His team physically trained 28 rats and gave them access to a lever that, if pressed, would switch on a light and make a tone before dispensing a fatty pellet. After the rats were trained they tested to see how often the rats would press the lever, just to get the light and tone cue.

The researchers then divided the rats into two groups - one faced a regime of high-intensity treadmill running, the other didn’t work-out anymore than usual. Both teams were denied access to the high-fat pellets for 30 days.

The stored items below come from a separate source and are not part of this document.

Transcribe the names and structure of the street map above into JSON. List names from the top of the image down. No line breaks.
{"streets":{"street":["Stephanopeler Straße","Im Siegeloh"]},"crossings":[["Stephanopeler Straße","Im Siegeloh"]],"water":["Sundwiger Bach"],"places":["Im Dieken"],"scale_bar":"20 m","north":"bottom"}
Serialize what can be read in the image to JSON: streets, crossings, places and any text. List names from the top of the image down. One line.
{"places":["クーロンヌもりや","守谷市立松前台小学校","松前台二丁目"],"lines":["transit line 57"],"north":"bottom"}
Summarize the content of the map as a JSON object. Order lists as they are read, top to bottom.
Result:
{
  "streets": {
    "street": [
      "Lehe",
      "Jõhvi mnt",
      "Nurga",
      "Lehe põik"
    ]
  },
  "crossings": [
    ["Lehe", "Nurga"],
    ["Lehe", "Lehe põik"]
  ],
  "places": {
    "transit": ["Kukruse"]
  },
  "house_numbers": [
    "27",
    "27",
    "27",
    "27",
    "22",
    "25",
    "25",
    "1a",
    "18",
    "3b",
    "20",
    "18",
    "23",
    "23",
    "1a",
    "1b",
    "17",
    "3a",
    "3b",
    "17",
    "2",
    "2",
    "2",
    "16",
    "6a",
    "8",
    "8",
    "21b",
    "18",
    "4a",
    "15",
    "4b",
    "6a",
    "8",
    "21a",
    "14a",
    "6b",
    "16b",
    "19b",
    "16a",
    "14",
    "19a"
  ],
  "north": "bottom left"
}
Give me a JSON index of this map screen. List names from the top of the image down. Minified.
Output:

They were finally allowed access to the pellets at the end of the period, but when they pressed the levers they only gave the light and tone cue. The rats that didn’t work-out pressed the levels far more than the rats that did exercise - despite no pellets coming out - suggesting exercise reduces the cravings for high-fat food.

Scientists found rats on a 30-day diet strongly resisted the temptation to eat high-fat food pellets. The amount the rodents’ worked out affected how hard they were willing to work to eat the high-fat pellets, demonstrating how much they craved them.

The experiment was designed to test how exercise could create resistance to the phenomenon where the longer a desired substance is denied, the harder it is to resist the signals for it - otherwise known as the “incubation of craving.” The study was published in the journal Obesity and the research team announced future studies would investigate how different levels of exercise impact this type of craving, as well as exactly how exercise works in the brain to curb desire for high-fat food.